Cary Ashby • Nov 28, 2012 at 5:05 PM

Two local boys face drug charges in connection with several Adderall transactions at South Central High School.

"This happened on several occasions. ... It looks like it was two or three different occasions," Huron County Sheriff's Detective Josh Querin said. "One of the persons selling the drug was a juvenile."

Deputies received a call Nov. 12 from Principal Wayne Hinkle and interviewed four male students. Two of those students were 18-year-old male subjects, whom Querin said were the buyers.

Adderall is a Schedule II drug.

"It's a central nervous system stimulant," Querin said.

Information about the case was turned over to Huron County Children Services, the Huron County Prosecutor's Office and Huron County Juvenile Court.

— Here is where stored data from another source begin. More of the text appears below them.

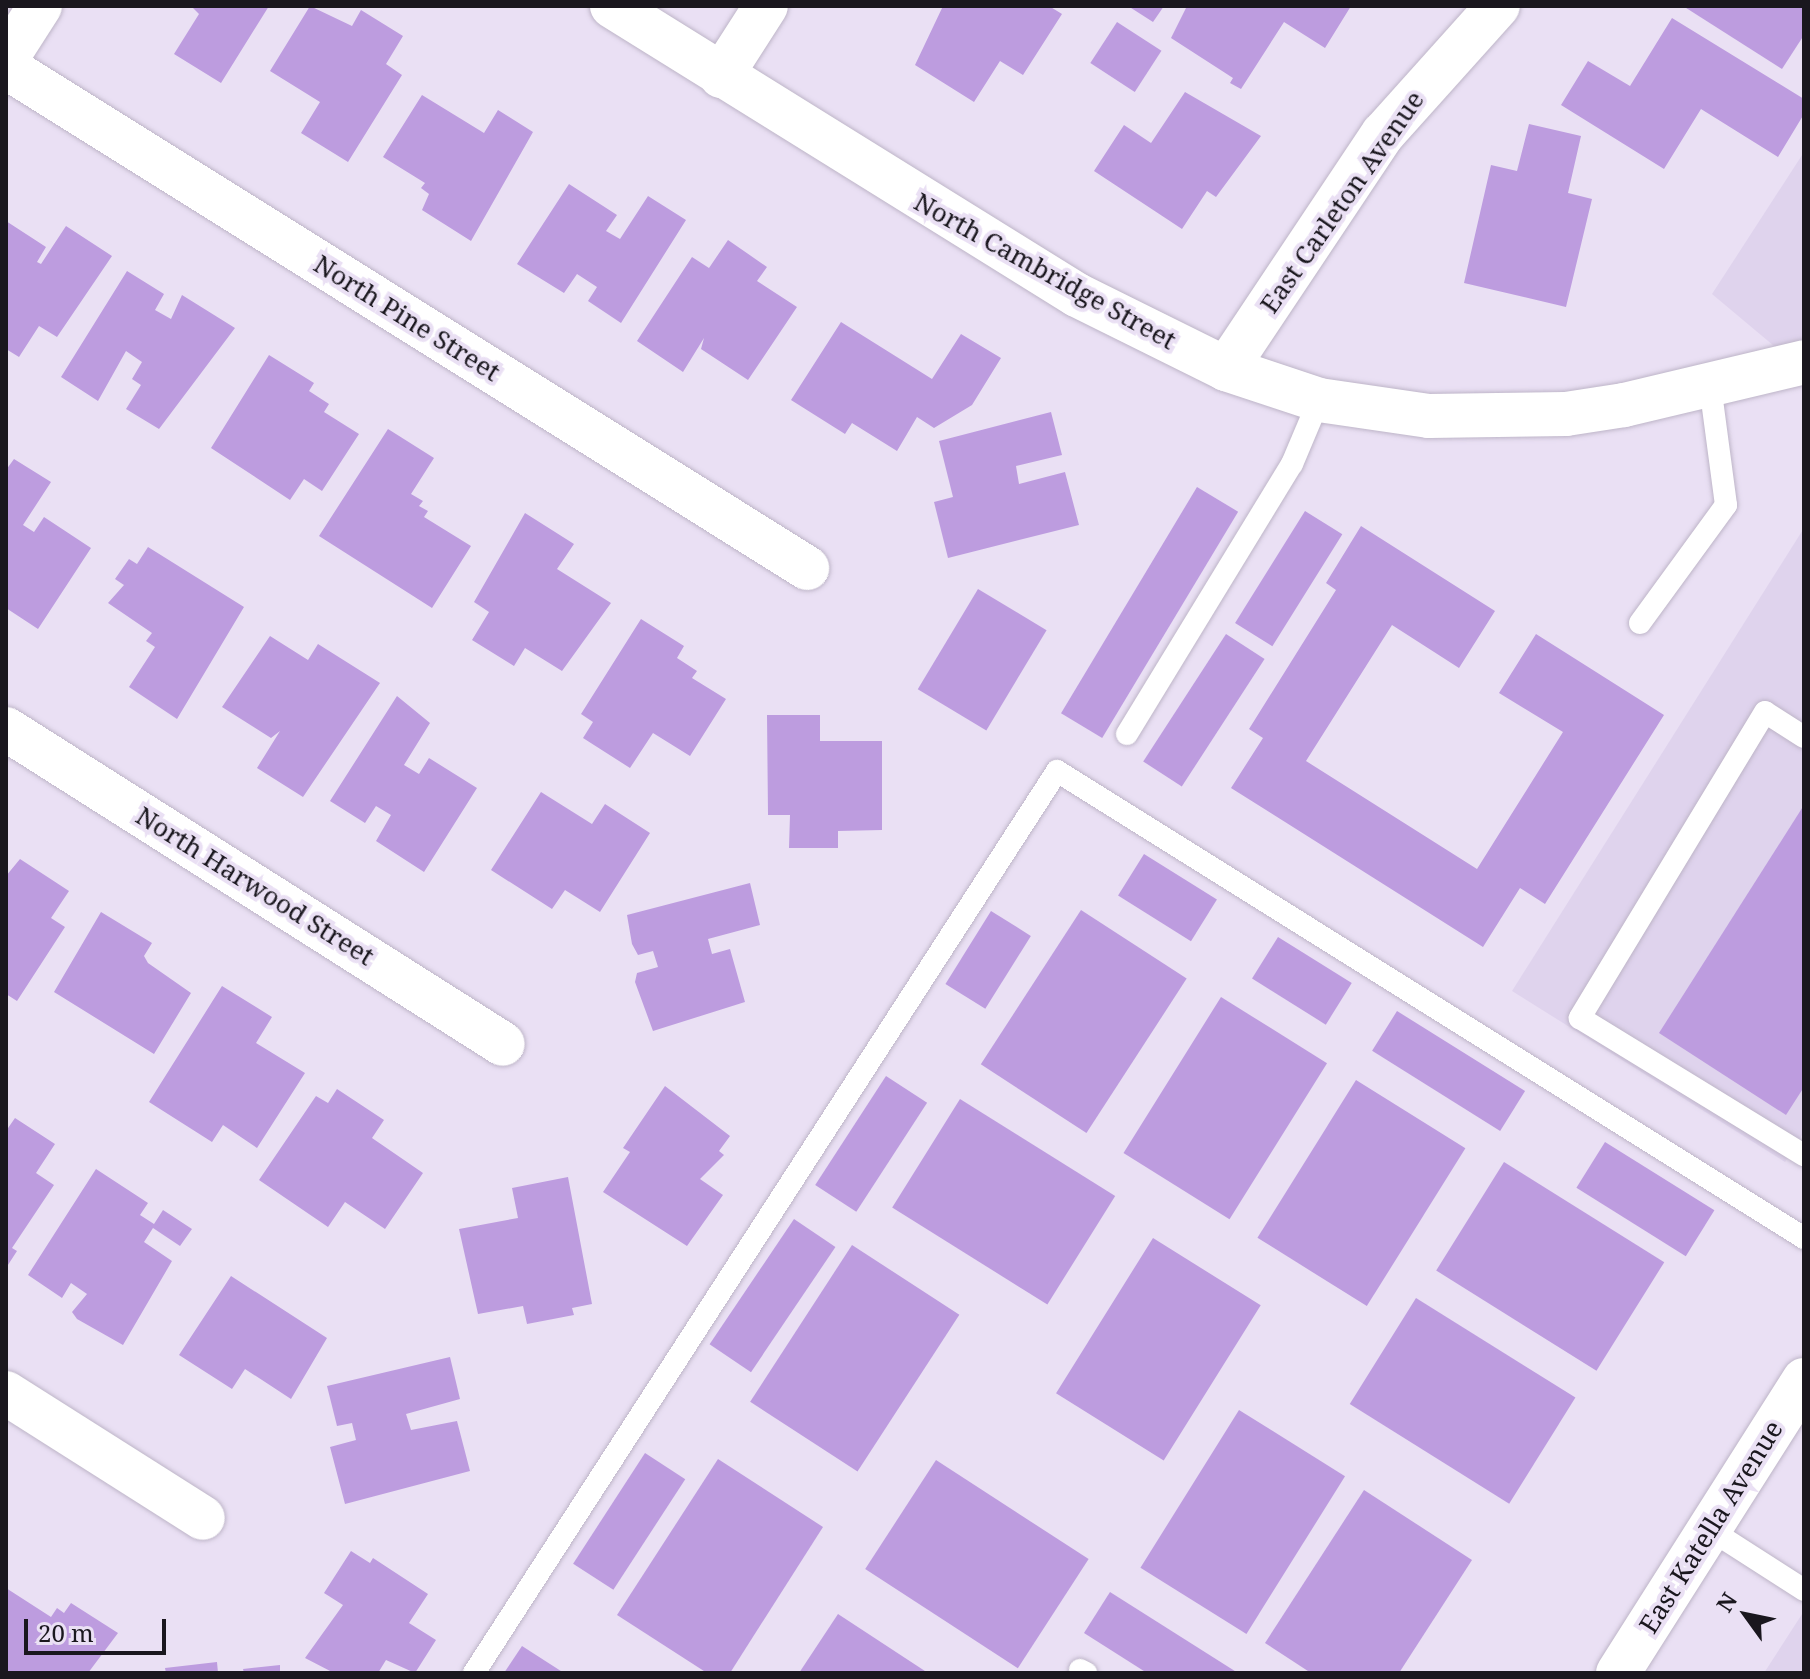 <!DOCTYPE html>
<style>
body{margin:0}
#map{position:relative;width:1810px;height:1679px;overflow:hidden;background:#eae0f4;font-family:"Noto Serif",serif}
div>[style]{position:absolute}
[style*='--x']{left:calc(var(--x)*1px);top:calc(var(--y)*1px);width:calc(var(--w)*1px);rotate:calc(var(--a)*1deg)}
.built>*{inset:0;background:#dfd3ed}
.building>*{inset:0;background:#bd9cdf;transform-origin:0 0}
.roads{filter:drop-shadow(0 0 2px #beb5c8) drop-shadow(0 0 2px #beb5c8)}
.service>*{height:22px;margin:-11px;padding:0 11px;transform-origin:11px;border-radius:11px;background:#fff}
.minor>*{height:44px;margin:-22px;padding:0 22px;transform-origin:22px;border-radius:22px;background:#fff}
.tertiary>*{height:44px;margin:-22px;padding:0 22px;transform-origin:22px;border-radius:22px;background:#fff}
.primary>*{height:44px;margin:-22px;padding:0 22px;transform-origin:22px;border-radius:22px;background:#fff}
span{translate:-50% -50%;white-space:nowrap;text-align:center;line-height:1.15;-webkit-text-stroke:8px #eae0f4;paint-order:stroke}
.street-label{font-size:26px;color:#1a171e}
.frame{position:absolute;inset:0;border:8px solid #1a171e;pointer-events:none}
.north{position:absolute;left:1706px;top:1575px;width:80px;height:80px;-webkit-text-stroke:6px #eae0f4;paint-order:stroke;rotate:303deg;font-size:22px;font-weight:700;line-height:32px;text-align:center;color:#1a171e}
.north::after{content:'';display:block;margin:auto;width:28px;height:36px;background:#1a171e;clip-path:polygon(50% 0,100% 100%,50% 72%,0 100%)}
.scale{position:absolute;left:24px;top:1619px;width:142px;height:36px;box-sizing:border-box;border:4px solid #1a171e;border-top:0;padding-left:10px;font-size:24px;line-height:28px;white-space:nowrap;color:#1a171e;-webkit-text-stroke:6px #eae0f4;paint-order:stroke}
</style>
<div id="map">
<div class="built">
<div style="clip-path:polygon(1804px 152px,1804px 371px,1712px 294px)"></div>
<div style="clip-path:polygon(1804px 528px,1804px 1132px,1785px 1162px,1512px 991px)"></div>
<div style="clip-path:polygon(1804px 1611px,1804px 1673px,1764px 1673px)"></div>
</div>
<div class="building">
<div style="clip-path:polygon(191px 6px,269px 6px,221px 83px,174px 54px,199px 14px)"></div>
<div style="clip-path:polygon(310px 6px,352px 26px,361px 10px,403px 36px,386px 64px,402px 75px,348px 162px,301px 133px,320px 102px,270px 71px)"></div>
<div style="clip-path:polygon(943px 6px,1049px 6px,1062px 14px,1023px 75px,1000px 61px,974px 102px,915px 65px)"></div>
<div style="clip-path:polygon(1128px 6px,1164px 6px,1153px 22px)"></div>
<div style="clip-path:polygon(1187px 6px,1351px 6px,1325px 48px,1284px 22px,1241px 89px,1230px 83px,1233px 78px,1171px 38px)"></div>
<div style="clip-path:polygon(1683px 6px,1804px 6px,1804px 35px,1782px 69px)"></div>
<div style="clip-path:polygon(1672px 18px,1804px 99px,1804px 114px,1778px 157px,1701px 109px,1664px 169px,1561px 105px,1588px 61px,1630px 86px)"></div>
<div style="left:1117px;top:22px;width:53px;height:49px;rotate:33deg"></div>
<div style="clip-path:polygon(1185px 92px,1261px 136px,1216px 197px,1207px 191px,1182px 229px,1094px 171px,1124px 125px,1151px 143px)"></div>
<div style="clip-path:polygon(422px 95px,484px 133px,498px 110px,533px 132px,471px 241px,422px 210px,429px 194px,421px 188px,425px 183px,383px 157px)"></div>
<div style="clip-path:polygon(1529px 124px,1581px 136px,1568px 193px,1592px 199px,1566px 307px,1464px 283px,1491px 165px,1517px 171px)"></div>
<div style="clip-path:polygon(569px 184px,617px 215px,606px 231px,620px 239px,648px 196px,686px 220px,621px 323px,588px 301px,597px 287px,577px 274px,564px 293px,517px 264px)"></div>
<div style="clip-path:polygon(6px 221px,46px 247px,37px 262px,41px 264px,66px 226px,112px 256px,57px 337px,39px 326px,19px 357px,6px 349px)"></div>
<div style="clip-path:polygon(728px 240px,767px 267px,757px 281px,797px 307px,748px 380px,701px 349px,704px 338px,683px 372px,637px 341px,692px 257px,709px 268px)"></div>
<div style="clip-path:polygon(127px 271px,164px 294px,155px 310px,171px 319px,182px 295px,235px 328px,159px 429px,126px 409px,141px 385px,132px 379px,142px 362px,126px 351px,98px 401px,61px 377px)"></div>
<div style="clip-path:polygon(841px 322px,932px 379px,961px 334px,1001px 358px,972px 405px,934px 428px,917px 417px,897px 451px,852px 423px,845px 434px,791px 400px)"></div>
<div style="clip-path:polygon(269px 355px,314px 383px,309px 391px,329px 404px,324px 412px,359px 434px,322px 491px,304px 479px,290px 500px,211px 448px)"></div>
<div style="clip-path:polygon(1051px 412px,1062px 455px,1016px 466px,1019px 484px,1065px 472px,1079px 525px,948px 558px,934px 502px,953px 497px,939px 441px)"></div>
<div style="clip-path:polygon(388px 429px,434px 458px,411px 494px,423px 501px,419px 506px,428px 511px,424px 517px,471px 546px,432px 608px,319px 536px)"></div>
<div style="clip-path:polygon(14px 459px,51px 482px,23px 525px,34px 532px,44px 517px,91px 548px,38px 629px,6px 608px,6px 470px)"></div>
<div style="left:1197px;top:487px;width:48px;height:264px;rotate:31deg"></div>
<div style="left:1305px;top:511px;width:44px;height:132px;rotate:32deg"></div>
<div style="clip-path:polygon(525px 513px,574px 544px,557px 569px,611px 603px,562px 671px,525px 648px,514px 666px,472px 640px,489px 612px,474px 602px)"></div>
<div style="clip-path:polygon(1361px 526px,1495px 611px,1459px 668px,1392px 625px,1306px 761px,1477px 869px,1563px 732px,1499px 693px,1536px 634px,1664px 715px,1545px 904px,1520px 888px,1483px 947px,1231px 788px,1263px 738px,1249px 729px,1336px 590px,1326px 583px)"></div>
<div style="clip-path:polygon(148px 547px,244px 607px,177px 719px,129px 687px,155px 647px,146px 641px,152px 633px,108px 603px,124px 585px,115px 579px,129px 559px,137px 564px)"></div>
<div style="left:978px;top:589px;width:80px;height:117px;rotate:31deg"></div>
<div style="clip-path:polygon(641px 619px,684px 646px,677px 658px,697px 671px,692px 678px,726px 699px,690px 756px,653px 733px,630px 768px,583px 738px,593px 722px,581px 714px)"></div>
<div style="left:1226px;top:634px;width:46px;height:152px;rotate:33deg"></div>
<div style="clip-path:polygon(270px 636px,308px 660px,318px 644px,380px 683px,303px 797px,257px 768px,280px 731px,271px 738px,222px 707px)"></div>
<div style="clip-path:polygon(397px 696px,430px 723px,404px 765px,419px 774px,429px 758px,477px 788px,424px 872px,376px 841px,391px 815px,376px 806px,365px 823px,330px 801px)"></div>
<div style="clip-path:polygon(767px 715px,820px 715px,820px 741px,882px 741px,882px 830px,838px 831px,838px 848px,789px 848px,790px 815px,768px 815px)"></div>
<div style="clip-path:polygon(541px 792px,592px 824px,605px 804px,650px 833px,600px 912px,565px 890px,552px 909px,491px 870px)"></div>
<div style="clip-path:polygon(1804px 805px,1804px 1087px,1786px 1115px,1659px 1033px)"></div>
<div style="left:1144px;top:854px;width:86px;height:49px;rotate:32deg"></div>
<div style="clip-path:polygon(20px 859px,69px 891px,51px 918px,65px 927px,17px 1001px,6px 994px,6px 876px)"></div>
<div style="clip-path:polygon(750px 883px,760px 925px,708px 939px,712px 954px,730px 949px,745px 1002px,653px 1031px,635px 982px,637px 973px,658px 967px,653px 951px,638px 955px,632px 944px,627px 915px)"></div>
<div style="left:1081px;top:910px;width:126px;height:184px;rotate:33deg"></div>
<div style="left:991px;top:911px;width:47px;height:86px;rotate:32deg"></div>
<div style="clip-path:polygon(101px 912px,152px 943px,144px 956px,148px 963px,191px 993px,154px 1054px,54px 992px)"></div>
<div style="left:1278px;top:937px;width:87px;height:49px;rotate:32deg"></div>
<div style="clip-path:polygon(222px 986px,272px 1017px,256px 1043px,305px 1073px,257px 1148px,223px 1125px,212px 1142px,149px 1102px)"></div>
<div style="left:1221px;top:997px;width:125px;height:184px;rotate:32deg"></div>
<div style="left:1397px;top:1011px;width:151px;height:47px;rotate:32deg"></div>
<div style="left:886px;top:1076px;width:49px;height:130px;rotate:33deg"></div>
<div style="left:1356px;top:1080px;width:129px;height:186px;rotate:32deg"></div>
<div style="clip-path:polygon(665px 1086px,730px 1136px,719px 1151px,724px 1155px,700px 1179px,723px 1195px,687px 1246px,603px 1192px,630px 1152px,623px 1148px)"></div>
<div style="clip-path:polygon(337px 1089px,384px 1120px,372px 1138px,423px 1173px,385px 1229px,345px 1202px,328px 1227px,259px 1180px,316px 1096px,328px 1103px)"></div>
<div style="left:960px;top:1099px;width:183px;height:128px;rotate:32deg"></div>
<div style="clip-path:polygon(15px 1118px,55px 1144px,36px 1173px,54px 1185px,12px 1248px,17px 1251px,6px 1268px,6px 1131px)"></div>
<div style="left:1605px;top:1142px;width:129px;height:54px;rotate:32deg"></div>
<div style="left:1504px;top:1162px;width:189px;height:128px;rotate:32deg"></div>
<div style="clip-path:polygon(96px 1169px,148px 1203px,140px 1215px,154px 1224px,163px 1210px,192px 1229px,180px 1246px,153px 1228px,144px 1242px,172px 1261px,123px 1345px,77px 1319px,72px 1312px,87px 1294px,71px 1283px,62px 1298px,28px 1275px)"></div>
<div style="clip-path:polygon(568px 1177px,592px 1304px,572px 1308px,574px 1315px,527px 1324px,523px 1306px,478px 1314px,459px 1229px,518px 1218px,512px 1188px)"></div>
<div style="left:794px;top:1219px;width:50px;height:151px;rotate:34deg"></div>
<div style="left:1153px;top:1238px;width:127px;height:183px;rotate:32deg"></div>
<div style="left:852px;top:1245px;width:128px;height:187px;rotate:33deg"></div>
<div style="clip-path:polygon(231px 1276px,327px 1338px,291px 1399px,245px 1369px,232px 1389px,179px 1355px)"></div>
<div style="left:1416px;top:1298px;width:188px;height:125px;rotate:32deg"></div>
<div style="clip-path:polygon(450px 1357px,460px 1399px,406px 1414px,411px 1430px,457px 1421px,470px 1471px,345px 1504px,330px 1447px,356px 1440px,352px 1423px,337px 1426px,327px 1386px)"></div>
<div style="left:1239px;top:1410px;width:125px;height:186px;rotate:32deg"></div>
<div style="left:645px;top:1453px;width:48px;height:132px;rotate:33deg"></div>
<div style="clip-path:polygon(718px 1459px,823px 1527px,730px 1673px,707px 1673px,617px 1615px)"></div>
<div style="left:936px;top:1460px;width:182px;height:130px;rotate:33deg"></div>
<div style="clip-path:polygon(1364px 1490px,1472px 1560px,1399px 1673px,1311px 1673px,1265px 1643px)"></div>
<div style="clip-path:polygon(351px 1551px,370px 1563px,373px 1558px,428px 1594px,409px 1623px,436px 1640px,415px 1673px,386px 1660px,378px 1673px,334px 1673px,305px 1658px,343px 1605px,324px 1593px)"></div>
<div style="clip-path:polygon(6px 1588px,51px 1617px,57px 1608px,64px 1613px,71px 1603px,118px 1633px,88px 1673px,6px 1673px)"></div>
<div style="clip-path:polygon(1110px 1592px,1238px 1673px,1147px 1673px,1084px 1633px)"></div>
<div style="clip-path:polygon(838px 1614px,928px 1673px,799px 1673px)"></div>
<div style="clip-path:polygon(522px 1646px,564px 1673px,504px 1673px)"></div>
<div style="clip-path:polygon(217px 1662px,218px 1673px,166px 1673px,165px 1668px)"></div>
<div style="clip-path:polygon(280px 1665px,280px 1673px,244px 1673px,243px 1669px)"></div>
</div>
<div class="roads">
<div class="service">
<div style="--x:1640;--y:623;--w:146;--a:-53.9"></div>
<div style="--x:1726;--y:505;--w:121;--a:-97.6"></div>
<div style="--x:1127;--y:734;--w:316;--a:-58.6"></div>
<div style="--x:1292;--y:464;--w:69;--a:-67.1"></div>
<div style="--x:1804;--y:737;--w:46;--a:-147.3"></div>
<div style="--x:1765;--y:712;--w:358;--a:121.2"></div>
<div style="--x:1580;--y:1018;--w:263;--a:31.5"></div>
<div style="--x:1709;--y:1529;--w:113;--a:32.7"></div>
<div style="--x:1080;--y:1670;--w:7;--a:27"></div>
<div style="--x:474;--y:1673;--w:1074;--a:-57.12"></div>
<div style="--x:1057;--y:771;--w:881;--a:32.01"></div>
</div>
<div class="minor">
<div style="--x:6;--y:59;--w:63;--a:-57.3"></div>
<div style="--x:6;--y:67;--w:945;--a:32.02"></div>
<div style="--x:721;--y:76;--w:83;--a:-57.3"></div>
<div style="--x:1226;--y:369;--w:283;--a:-56.3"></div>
<div style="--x:1383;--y:134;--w:172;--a:-48.1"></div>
<div style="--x:6;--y:729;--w:588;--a:32.37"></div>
<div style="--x:6;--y:1393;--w:233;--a:32.4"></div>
</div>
<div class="tertiary">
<div style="--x:612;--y:6;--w:547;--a:31.86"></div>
<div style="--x:1077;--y:295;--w:166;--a:26.4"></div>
<div style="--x:1226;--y:369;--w:98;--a:18.4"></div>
<div style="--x:1319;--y:400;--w:111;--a:8.3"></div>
<div style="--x:1429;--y:416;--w:137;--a:-0.8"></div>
<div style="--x:1566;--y:414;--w:59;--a:-8.8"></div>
<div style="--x:1624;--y:405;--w:185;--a:-13.4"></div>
</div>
<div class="primary">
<div style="--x:1618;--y:1673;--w:347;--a:-57.6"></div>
</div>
</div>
<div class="street-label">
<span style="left:1342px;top:202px;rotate:-55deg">East Carleton Avenue</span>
<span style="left:1045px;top:271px;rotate:29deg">North Cambridge Street</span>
<span style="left:407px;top:318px;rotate:32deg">North Pine Street</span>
<span style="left:255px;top:886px;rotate:32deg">North Harwood Street</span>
<span style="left:1711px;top:1527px;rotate:-58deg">East Katella Avenue</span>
</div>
<div class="frame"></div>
<div class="north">N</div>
<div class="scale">20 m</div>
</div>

A 16-year-old Willard boy is charged with trafficking in drugs, a third-degree felony if committed by an adult. Another suspect, a 17-year-old boy from North Fairfield, is charged with possession of drugs, a fifth-degree felony.

Both defendants entered denials to their respective charges Nov. 13, court administrator Chris Mushett said. Both boys have separate Dec. 5 pretrial hearings scheduled while the older boy has a trial set for Jan. 14.

"It looks like (it was) quite a few pills," said Querin, who explained the incidents started out as a joke.

"At first, they were joking, but they went through with it," the detective said.

One of the suspected sales was 50 pills for $40 while in another, 10 pills reportedly were being sold for $5.

"They juveniles were the ones supplying the drugs. ... The prescription belonged to them," Querin said. "They were released to (their) custodial parents."

Deputies forwarded a report to the Norwalk Law Director's Office for the consideration of charges against the two 18-year-old students. No information was available Tuesday.

South Central Local Schools Superintendent David Brand couldn't be reached for comment about possible school-related punishment for the students.

Querin said authorities take the sales of drugs in schools very seriously.

"We're not going to turn our heads (away from) it," the detective said.